From the entries that follow, pick out all lines holding "value".
╭──
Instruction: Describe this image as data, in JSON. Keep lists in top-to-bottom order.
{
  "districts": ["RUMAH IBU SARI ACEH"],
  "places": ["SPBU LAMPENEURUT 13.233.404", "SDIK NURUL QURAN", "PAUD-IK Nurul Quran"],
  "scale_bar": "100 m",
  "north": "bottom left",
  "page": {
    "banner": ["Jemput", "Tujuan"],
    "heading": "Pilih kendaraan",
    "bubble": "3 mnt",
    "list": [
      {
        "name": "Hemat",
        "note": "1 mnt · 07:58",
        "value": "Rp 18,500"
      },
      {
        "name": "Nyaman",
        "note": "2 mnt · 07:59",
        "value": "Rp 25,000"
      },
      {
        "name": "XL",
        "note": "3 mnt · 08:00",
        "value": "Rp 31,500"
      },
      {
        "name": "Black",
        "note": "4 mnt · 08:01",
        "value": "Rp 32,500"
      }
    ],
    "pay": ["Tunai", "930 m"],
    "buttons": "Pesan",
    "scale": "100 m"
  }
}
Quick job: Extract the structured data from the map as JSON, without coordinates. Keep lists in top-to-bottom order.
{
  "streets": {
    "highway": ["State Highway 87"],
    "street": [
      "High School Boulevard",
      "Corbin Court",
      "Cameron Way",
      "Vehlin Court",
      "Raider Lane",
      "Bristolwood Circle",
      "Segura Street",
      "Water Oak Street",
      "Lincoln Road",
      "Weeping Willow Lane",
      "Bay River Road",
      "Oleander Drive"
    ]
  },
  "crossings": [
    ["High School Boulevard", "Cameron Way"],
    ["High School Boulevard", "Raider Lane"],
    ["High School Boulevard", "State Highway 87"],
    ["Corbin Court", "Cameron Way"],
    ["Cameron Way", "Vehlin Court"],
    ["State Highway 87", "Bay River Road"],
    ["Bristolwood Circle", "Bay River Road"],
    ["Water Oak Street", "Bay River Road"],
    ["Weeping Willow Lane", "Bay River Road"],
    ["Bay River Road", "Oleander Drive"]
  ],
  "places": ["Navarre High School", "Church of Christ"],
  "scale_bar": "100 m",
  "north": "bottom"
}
╰──
## [Output]
        "value": "Rp 18,500"
        "value": "Rp 25,000"
        "value": "Rp 31,500"
        "value": "Rp 32,500"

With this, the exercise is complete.